An exact reproduction of each record is required.

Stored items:
-------

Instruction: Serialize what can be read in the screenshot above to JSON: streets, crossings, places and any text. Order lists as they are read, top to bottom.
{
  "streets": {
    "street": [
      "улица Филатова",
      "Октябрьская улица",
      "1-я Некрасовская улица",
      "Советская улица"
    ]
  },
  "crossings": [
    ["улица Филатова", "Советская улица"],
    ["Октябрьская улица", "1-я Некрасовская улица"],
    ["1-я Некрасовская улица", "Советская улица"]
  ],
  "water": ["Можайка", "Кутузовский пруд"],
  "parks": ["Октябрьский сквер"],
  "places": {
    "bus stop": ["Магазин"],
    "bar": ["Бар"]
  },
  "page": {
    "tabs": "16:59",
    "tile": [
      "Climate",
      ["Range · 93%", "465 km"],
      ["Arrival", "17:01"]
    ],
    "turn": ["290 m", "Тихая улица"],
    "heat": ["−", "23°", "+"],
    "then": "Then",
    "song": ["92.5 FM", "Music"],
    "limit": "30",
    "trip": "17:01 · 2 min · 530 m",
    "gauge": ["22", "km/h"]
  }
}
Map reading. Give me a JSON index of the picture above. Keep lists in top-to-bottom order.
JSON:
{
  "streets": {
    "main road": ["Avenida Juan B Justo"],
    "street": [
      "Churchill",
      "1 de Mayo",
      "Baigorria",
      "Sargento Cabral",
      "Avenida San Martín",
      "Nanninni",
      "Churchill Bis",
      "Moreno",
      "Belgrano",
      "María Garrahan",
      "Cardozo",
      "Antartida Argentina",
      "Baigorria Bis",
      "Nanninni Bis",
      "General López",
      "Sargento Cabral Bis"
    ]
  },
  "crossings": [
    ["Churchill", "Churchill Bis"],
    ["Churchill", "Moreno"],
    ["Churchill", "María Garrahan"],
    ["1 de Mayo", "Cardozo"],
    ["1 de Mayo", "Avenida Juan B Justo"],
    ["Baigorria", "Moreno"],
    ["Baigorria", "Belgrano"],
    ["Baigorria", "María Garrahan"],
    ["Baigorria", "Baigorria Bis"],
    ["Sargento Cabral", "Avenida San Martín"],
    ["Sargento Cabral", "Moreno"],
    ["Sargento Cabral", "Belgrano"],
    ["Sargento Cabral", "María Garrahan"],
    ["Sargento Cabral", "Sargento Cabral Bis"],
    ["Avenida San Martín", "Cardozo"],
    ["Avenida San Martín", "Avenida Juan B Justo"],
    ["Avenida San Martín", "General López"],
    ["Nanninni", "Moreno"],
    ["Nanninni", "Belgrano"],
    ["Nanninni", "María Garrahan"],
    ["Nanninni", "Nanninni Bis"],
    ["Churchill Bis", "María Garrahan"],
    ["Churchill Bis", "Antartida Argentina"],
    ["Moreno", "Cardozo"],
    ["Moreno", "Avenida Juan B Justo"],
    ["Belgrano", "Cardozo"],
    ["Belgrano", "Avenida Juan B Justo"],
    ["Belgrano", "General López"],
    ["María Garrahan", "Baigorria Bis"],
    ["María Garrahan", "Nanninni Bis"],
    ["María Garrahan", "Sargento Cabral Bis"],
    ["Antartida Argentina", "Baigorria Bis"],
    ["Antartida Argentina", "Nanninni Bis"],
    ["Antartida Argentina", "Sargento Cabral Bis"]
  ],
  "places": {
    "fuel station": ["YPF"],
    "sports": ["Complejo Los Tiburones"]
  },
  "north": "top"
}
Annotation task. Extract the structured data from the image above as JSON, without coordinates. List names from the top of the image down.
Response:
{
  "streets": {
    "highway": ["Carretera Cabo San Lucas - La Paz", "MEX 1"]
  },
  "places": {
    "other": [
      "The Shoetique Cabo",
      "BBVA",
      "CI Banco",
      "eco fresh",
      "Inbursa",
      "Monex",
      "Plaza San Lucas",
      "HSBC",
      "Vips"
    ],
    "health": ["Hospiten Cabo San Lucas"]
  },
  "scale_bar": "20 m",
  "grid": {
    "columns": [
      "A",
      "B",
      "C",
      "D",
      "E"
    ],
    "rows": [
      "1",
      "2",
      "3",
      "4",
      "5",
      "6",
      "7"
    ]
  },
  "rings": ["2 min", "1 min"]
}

-------

▶ [WRITTEN RESPONSE]:
Instruction: Serialize what can be read in the screenshot above to JSON: streets, crossings, places and any text. Order lists as they are read, top to bottom.
{
  "streets": {
    "street": [
      "улица Филатова",
      "Октябрьская улица",
      "1-я Некрасовская улица",
      "Советская улица"
    ]
  },
  "crossings": [
    ["улица Филатова", "Советская улица"],
    ["Октябрьская улица", "1-я Некрасовская улица"],
    ["1-я Некрасовская улица", "Советская улица"]
  ],
  "water": ["Можайка", "Кутузовский пруд"],
  "parks": ["Октябрьский сквер"],
  "places": {
    "bus stop": ["Магазин"],
    "bar": ["Бар"]
  },
  "page": {
    "tabs": "16:59",
    "tile": [
      "Climate",
      ["Range · 93%", "465 km"],
      ["Arrival", "17:01"]
    ],
    "turn": ["290 m", "Тихая улица"],
    "heat": ["−", "23°", "+"],
    "then": "Then",
    "song": ["92.5 FM", "Music"],
    "limit": "30",
    "trip": "17:01 · 2 min · 530 m",
    "gauge": ["22", "km/h"]
  }
}
Map reading. Give me a JSON index of the picture above. Keep lists in top-to-bottom order.
JSON:
{
  "streets": {
    "main road": ["Avenida Juan B Justo"],
    "street": [
      "Churchill",
      "1 de Mayo",
      "Baigorria",
      "Sargento Cabral",
      "Avenida San Martín",
      "Nanninni",
      "Churchill Bis",
      "Moreno",
      "Belgrano",
      "María Garrahan",
      "Cardozo",
      "Antartida Argentina",
      "Baigorria Bis",
      "Nanninni Bis",
      "General López",
      "Sargento Cabral Bis"
    ]
  },
  "crossings": [
    ["Churchill", "Churchill Bis"],
    ["Churchill", "Moreno"],
    ["Churchill", "María Garrahan"],
    ["1 de Mayo", "Cardozo"],
    ["1 de Mayo", "Avenida Juan B Justo"],
    ["Baigorria", "Moreno"],
    ["Baigorria", "Belgrano"],
    ["Baigorria", "María Garrahan"],
    ["Baigorria", "Baigorria Bis"],
    ["Sargento Cabral", "Avenida San Martín"],
    ["Sargento Cabral", "Moreno"],
    ["Sargento Cabral", "Belgrano"],
    ["Sargento Cabral", "María Garrahan"],
    ["Sargento Cabral", "Sargento Cabral Bis"],
    ["Avenida San Martín", "Cardozo"],
    ["Avenida San Martín", "Avenida Juan B Justo"],
    ["Avenida San Martín", "General López"],
    ["Nanninni", "Moreno"],
    ["Nanninni", "Belgrano"],
    ["Nanninni", "María Garrahan"],
    ["Nanninni", "Nanninni Bis"],
    ["Churchill Bis", "María Garrahan"],
    ["Churchill Bis", "Antartida Argentina"],
    ["Moreno", "Cardozo"],
    ["Moreno", "Avenida Juan B Justo"],
    ["Belgrano", "Cardozo"],
    ["Belgrano", "Avenida Juan B Justo"],
    ["Belgrano", "General López"],
    ["María Garrahan", "Baigorria Bis"],
    ["María Garrahan", "Nanninni Bis"],
    ["María Garrahan", "Sargento Cabral Bis"],
    ["Antartida Argentina", "Baigorria Bis"],
    ["Antartida Argentina", "Nanninni Bis"],
    ["Antartida Argentina", "Sargento Cabral Bis"]
  ],
  "places": {
    "fuel station": ["YPF"],
    "sports": ["Complejo Los Tiburones"]
  },
  "north": "top"
}
Annotation task. Extract the structured data from the image above as JSON, without coordinates. List names from the top of the image down.
Response:
{
  "streets": {
    "highway": ["Carretera Cabo San Lucas - La Paz", "MEX 1"]
  },
  "places": {
    "other": [
      "The Shoetique Cabo",
      "BBVA",
      "CI Banco",
      "eco fresh",
      "Inbursa",
      "Monex",
      "Plaza San Lucas",
      "HSBC",
      "Vips"
    ],
    "health": ["Hospiten Cabo San Lucas"]
  },
  "scale_bar": "20 m",
  "grid": {
    "columns": [
      "A",
      "B",
      "C",
      "D",
      "E"
    ],
    "rows": [
      "1",
      "2",
      "3",
      "4",
      "5",
      "6",
      "7"
    ]
  },
  "rings": ["2 min", "1 min"]
}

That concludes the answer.